What this task involves
Find the lines below that contain the string "Marginal". Copy each one.

Available data
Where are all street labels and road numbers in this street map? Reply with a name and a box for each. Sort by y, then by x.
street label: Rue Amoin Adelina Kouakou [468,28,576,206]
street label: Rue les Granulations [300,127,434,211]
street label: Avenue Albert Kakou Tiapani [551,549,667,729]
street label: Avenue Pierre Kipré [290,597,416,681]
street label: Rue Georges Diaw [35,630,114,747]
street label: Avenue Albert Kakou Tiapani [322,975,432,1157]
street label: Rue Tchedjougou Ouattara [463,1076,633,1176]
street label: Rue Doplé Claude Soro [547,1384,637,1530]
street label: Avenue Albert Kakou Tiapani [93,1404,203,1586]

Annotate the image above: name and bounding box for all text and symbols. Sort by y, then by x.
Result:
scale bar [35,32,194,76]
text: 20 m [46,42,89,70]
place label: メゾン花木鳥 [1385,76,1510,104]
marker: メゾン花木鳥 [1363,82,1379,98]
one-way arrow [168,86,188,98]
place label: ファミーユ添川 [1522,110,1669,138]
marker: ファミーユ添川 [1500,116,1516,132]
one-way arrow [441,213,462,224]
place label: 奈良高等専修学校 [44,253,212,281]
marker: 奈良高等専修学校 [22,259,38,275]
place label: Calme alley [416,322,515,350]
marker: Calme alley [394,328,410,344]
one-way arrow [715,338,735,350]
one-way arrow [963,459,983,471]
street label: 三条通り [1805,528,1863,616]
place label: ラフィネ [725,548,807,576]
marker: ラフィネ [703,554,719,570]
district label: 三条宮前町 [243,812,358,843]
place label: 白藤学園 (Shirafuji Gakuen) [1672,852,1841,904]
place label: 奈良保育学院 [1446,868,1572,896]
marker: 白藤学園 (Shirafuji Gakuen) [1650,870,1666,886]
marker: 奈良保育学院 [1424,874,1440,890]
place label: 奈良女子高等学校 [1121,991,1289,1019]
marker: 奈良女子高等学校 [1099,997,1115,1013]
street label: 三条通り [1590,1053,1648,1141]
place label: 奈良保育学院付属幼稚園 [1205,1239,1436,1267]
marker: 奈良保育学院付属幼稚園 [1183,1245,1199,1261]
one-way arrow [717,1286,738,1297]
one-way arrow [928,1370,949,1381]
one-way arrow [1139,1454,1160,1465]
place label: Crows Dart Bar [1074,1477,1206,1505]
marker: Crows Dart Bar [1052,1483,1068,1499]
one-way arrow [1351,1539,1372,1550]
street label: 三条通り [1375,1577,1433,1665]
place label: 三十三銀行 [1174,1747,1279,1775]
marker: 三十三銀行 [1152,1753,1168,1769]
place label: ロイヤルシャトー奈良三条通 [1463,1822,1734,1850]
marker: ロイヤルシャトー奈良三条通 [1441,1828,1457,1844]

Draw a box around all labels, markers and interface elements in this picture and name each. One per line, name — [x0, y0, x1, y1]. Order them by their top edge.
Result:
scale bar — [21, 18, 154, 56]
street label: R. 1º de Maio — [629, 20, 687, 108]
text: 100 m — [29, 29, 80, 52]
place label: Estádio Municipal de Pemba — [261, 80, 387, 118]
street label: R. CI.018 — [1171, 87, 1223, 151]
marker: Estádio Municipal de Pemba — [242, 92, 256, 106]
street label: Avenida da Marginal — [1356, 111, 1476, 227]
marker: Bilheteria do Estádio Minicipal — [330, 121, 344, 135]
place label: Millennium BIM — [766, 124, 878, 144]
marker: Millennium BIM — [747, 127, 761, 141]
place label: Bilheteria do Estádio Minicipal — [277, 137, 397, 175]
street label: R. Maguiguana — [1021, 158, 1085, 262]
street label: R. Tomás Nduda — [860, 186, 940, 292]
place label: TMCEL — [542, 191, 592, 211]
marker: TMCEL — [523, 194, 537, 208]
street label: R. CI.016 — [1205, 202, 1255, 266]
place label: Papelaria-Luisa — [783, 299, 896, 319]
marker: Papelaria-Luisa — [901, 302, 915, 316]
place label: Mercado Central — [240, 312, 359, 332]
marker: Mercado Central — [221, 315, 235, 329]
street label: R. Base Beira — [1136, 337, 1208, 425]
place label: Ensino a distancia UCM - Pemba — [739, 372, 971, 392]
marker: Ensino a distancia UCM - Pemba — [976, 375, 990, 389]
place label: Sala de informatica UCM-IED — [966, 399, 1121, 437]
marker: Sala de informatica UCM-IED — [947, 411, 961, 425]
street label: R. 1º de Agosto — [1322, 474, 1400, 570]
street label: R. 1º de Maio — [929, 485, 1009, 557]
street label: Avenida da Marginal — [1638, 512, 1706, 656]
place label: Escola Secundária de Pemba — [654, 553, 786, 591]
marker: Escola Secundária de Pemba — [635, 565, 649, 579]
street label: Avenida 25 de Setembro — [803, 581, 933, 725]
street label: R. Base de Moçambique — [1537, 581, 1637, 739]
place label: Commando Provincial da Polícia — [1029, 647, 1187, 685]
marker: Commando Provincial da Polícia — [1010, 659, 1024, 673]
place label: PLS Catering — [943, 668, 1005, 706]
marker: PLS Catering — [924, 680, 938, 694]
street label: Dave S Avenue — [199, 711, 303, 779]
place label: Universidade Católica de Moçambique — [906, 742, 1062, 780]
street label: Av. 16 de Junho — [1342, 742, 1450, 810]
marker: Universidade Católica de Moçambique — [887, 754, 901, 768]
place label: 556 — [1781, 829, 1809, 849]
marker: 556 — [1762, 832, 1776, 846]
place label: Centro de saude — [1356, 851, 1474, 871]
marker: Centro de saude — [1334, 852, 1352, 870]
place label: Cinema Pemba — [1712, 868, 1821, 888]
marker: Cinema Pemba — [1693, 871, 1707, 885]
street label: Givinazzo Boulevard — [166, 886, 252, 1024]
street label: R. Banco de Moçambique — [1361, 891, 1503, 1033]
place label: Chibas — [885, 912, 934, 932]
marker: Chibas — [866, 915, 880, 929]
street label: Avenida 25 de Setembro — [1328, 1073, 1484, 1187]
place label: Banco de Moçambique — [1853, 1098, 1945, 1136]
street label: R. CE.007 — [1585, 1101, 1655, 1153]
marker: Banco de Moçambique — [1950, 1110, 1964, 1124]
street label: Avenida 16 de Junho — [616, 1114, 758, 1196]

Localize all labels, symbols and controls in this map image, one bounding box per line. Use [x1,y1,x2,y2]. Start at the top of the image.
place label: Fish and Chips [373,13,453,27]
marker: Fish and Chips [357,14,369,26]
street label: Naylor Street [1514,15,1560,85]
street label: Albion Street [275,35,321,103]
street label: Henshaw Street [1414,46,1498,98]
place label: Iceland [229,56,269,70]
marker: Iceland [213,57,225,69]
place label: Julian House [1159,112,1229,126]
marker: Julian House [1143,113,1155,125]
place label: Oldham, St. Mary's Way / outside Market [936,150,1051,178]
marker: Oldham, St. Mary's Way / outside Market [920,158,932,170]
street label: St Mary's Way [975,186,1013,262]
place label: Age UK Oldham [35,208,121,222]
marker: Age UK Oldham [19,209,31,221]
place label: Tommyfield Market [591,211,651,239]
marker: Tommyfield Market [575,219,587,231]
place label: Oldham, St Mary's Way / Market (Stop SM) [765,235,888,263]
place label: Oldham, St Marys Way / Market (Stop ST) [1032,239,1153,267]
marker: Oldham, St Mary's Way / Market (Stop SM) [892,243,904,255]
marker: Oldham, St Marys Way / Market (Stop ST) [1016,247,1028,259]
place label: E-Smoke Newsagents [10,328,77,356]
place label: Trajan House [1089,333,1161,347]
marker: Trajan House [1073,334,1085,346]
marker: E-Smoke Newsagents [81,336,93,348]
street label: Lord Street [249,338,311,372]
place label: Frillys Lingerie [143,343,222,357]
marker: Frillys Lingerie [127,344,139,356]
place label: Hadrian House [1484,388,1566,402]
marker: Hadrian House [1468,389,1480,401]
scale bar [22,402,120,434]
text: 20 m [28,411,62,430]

Exercise result
street label: Avenida da Marginal — [1356, 111, 1476, 227]
street label: Avenida da Marginal — [1638, 512, 1706, 656]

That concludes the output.